• To do: Every record should be written out exactly, please.

• Exercise data:
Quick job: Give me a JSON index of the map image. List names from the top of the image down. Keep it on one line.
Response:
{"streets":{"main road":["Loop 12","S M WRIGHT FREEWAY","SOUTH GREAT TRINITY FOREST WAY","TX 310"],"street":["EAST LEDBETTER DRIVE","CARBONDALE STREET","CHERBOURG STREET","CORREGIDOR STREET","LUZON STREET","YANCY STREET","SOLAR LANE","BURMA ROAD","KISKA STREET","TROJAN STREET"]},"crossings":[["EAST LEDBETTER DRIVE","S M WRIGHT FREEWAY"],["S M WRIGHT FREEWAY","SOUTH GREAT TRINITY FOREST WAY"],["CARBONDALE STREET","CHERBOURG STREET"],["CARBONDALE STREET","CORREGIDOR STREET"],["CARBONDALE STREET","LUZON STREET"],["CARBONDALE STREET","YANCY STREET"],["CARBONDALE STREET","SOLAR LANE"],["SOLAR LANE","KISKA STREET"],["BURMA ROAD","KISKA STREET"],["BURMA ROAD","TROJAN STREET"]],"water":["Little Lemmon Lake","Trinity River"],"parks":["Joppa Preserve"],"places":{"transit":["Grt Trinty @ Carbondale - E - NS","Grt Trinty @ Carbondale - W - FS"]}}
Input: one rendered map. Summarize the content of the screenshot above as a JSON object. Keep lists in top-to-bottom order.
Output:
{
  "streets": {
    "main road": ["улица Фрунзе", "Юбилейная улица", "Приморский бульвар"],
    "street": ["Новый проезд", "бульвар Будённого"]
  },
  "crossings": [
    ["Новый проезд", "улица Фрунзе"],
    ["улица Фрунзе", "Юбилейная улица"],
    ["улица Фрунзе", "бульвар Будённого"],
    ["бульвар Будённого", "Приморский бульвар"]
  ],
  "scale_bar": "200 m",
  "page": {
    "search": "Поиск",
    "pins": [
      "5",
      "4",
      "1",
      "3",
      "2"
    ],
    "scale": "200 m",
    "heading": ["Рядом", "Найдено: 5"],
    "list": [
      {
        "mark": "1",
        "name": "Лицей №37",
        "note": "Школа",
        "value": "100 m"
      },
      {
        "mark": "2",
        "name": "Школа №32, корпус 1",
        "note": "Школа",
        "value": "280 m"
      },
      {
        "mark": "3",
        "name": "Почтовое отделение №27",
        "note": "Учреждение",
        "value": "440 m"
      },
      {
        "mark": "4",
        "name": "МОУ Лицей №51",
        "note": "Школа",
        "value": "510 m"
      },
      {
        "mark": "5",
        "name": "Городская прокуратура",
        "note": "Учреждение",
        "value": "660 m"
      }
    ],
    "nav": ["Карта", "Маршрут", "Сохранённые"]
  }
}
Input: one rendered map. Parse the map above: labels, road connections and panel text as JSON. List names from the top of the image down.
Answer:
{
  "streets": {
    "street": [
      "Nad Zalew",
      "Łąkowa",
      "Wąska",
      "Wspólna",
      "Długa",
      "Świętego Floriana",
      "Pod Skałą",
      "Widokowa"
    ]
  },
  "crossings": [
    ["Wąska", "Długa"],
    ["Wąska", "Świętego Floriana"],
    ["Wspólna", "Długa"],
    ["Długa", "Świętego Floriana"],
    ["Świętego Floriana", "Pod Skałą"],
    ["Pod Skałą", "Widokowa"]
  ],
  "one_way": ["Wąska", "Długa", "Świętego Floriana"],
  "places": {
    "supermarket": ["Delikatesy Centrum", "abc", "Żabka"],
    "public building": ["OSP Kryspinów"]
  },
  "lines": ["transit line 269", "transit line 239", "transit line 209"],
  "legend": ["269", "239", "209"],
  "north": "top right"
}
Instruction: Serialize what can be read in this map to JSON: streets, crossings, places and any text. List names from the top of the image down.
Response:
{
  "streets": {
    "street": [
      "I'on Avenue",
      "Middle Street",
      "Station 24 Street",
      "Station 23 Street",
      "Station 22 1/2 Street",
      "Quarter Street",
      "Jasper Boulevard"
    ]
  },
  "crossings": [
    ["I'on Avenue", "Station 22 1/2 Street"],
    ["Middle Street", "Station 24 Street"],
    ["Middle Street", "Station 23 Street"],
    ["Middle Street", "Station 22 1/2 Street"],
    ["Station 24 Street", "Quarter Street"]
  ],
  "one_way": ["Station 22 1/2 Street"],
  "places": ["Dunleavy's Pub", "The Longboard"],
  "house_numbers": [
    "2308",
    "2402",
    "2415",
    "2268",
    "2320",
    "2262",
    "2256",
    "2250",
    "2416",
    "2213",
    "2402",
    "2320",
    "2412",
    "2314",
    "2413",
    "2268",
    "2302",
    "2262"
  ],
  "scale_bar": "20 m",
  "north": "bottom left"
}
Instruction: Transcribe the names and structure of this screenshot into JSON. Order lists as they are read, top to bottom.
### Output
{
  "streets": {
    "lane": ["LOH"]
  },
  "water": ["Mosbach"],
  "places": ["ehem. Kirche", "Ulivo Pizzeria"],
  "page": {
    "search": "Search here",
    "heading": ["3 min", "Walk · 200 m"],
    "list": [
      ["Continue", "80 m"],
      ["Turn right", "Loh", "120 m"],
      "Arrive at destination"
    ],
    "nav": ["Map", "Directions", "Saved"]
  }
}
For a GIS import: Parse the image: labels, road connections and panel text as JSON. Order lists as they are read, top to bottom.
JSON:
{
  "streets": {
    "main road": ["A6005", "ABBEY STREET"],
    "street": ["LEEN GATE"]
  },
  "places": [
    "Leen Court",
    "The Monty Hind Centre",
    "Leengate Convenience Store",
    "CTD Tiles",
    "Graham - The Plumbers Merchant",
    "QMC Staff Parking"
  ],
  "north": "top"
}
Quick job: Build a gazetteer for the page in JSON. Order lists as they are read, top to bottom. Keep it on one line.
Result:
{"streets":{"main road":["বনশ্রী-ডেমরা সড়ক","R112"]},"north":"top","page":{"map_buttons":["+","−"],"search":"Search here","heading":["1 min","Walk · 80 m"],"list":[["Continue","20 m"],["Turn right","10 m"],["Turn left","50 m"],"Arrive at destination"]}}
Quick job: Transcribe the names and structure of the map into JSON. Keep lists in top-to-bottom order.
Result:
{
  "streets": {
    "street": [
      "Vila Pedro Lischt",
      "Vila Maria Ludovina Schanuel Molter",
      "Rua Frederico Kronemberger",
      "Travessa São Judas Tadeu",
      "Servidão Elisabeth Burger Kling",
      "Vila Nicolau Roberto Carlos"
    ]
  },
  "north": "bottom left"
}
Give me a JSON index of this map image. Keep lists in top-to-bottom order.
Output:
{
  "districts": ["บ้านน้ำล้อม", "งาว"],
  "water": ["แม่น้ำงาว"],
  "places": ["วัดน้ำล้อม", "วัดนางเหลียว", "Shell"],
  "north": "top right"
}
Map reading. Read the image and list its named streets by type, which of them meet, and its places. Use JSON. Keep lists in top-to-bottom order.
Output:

• Problem solution:
Quick job: Give me a JSON index of the map image. List names from the top of the image down. Keep it on one line.
Response:
{"streets":{"main road":["Loop 12","S M WRIGHT FREEWAY","SOUTH GREAT TRINITY FOREST WAY","TX 310"],"street":["EAST LEDBETTER DRIVE","CARBONDALE STREET","CHERBOURG STREET","CORREGIDOR STREET","LUZON STREET","YANCY STREET","SOLAR LANE","BURMA ROAD","KISKA STREET","TROJAN STREET"]},"crossings":[["EAST LEDBETTER DRIVE","S M WRIGHT FREEWAY"],["S M WRIGHT FREEWAY","SOUTH GREAT TRINITY FOREST WAY"],["CARBONDALE STREET","CHERBOURG STREET"],["CARBONDALE STREET","CORREGIDOR STREET"],["CARBONDALE STREET","LUZON STREET"],["CARBONDALE STREET","YANCY STREET"],["CARBONDALE STREET","SOLAR LANE"],["SOLAR LANE","KISKA STREET"],["BURMA ROAD","KISKA STREET"],["BURMA ROAD","TROJAN STREET"]],"water":["Little Lemmon Lake","Trinity River"],"parks":["Joppa Preserve"],"places":{"transit":["Grt Trinty @ Carbondale - E - NS","Grt Trinty @ Carbondale - W - FS"]}}
Input: one rendered map. Summarize the content of the screenshot above as a JSON object. Keep lists in top-to-bottom order.
Output:
{
  "streets": {
    "main road": ["улица Фрунзе", "Юбилейная улица", "Приморский бульвар"],
    "street": ["Новый проезд", "бульвар Будённого"]
  },
  "crossings": [
    ["Новый проезд", "улица Фрунзе"],
    ["улица Фрунзе", "Юбилейная улица"],
    ["улица Фрунзе", "бульвар Будённого"],
    ["бульвар Будённого", "Приморский бульвар"]
  ],
  "scale_bar": "200 m",
  "page": {
    "search": "Поиск",
    "pins": [
      "5",
      "4",
      "1",
      "3",
      "2"
    ],
    "scale": "200 m",
    "heading": ["Рядом", "Найдено: 5"],
    "list": [
      {
        "mark": "1",
        "name": "Лицей №37",
        "note": "Школа",
        "value": "100 m"
      },
      {
        "mark": "2",
        "name": "Школа №32, корпус 1",
        "note": "Школа",
        "value": "280 m"
      },
      {
        "mark": "3",
        "name": "Почтовое отделение №27",
        "note": "Учреждение",
        "value": "440 m"
      },
      {
        "mark": "4",
        "name": "МОУ Лицей №51",
        "note": "Школа",
        "value": "510 m"
      },
      {
        "mark": "5",
        "name": "Городская прокуратура",
        "note": "Учреждение",
        "value": "660 m"
      }
    ],
    "nav": ["Карта", "Маршрут", "Сохранённые"]
  }
}
Input: one rendered map. Parse the map above: labels, road connections and panel text as JSON. List names from the top of the image down.
Answer:
{
  "streets": {
    "street": [
      "Nad Zalew",
      "Łąkowa",
      "Wąska",
      "Wspólna",
      "Długa",
      "Świętego Floriana",
      "Pod Skałą",
      "Widokowa"
    ]
  },
  "crossings": [
    ["Wąska", "Długa"],
    ["Wąska", "Świętego Floriana"],
    ["Wspólna", "Długa"],
    ["Długa", "Świętego Floriana"],
    ["Świętego Floriana", "Pod Skałą"],
    ["Pod Skałą", "Widokowa"]
  ],
  "one_way": ["Wąska", "Długa", "Świętego Floriana"],
  "places": {
    "supermarket": ["Delikatesy Centrum", "abc", "Żabka"],
    "public building": ["OSP Kryspinów"]
  },
  "lines": ["transit line 269", "transit line 239", "transit line 209"],
  "legend": ["269", "239", "209"],
  "north": "top right"
}
Instruction: Serialize what can be read in this map to JSON: streets, crossings, places and any text. List names from the top of the image down.
Response:
{
  "streets": {
    "street": [
      "I'on Avenue",
      "Middle Street",
      "Station 24 Street",
      "Station 23 Street",
      "Station 22 1/2 Street",
      "Quarter Street",
      "Jasper Boulevard"
    ]
  },
  "crossings": [
    ["I'on Avenue", "Station 22 1/2 Street"],
    ["Middle Street", "Station 24 Street"],
    ["Middle Street", "Station 23 Street"],
    ["Middle Street", "Station 22 1/2 Street"],
    ["Station 24 Street", "Quarter Street"]
  ],
  "one_way": ["Station 22 1/2 Street"],
  "places": ["Dunleavy's Pub", "The Longboard"],
  "house_numbers": [
    "2308",
    "2402",
    "2415",
    "2268",
    "2320",
    "2262",
    "2256",
    "2250",
    "2416",
    "2213",
    "2402",
    "2320",
    "2412",
    "2314",
    "2413",
    "2268",
    "2302",
    "2262"
  ],
  "scale_bar": "20 m",
  "north": "bottom left"
}
Instruction: Transcribe the names and structure of this screenshot into JSON. Order lists as they are read, top to bottom.
### Output
{
  "streets": {
    "lane": ["LOH"]
  },
  "water": ["Mosbach"],
  "places": ["ehem. Kirche", "Ulivo Pizzeria"],
  "page": {
    "search": "Search here",
    "heading": ["3 min", "Walk · 200 m"],
    "list": [
      ["Continue", "80 m"],
      ["Turn right", "Loh", "120 m"],
      "Arrive at destination"
    ],
    "nav": ["Map", "Directions", "Saved"]
  }
}
For a GIS import: Parse the image: labels, road connections and panel text as JSON. Order lists as they are read, top to bottom.
JSON:
{
  "streets": {
    "main road": ["A6005", "ABBEY STREET"],
    "street": ["LEEN GATE"]
  },
  "places": [
    "Leen Court",
    "The Monty Hind Centre",
    "Leengate Convenience Store",
    "CTD Tiles",
    "Graham - The Plumbers Merchant",
    "QMC Staff Parking"
  ],
  "north": "top"
}
Quick job: Build a gazetteer for the page in JSON. Order lists as they are read, top to bottom. Keep it on one line.
Result:
{"streets":{"main road":["বনশ্রী-ডেমরা সড়ক","R112"]},"north":"top","page":{"map_buttons":["+","−"],"search":"Search here","heading":["1 min","Walk · 80 m"],"list":[["Continue","20 m"],["Turn right","10 m"],["Turn left","50 m"],"Arrive at destination"]}}
Quick job: Transcribe the names and structure of the map into JSON. Keep lists in top-to-bottom order.
Result:
{
  "streets": {
    "street": [
      "Vila Pedro Lischt",
      "Vila Maria Ludovina Schanuel Molter",
      "Rua Frederico Kronemberger",
      "Travessa São Judas Tadeu",
      "Servidão Elisabeth Burger Kling",
      "Vila Nicolau Roberto Carlos"
    ]
  },
  "north": "bottom left"
}
Give me a JSON index of this map image. Keep lists in top-to-bottom order.
Output:
{
  "districts": ["บ้านน้ำล้อม", "งาว"],
  "water": ["แม่น้ำงาว"],
  "places": ["วัดน้ำล้อม", "วัดนางเหลียว", "Shell"],
  "north": "top right"
}
Map reading. Read the image and list its named streets by type, which of them meet, and its places. Use JSON. Keep lists in top-to-bottom order.
Output:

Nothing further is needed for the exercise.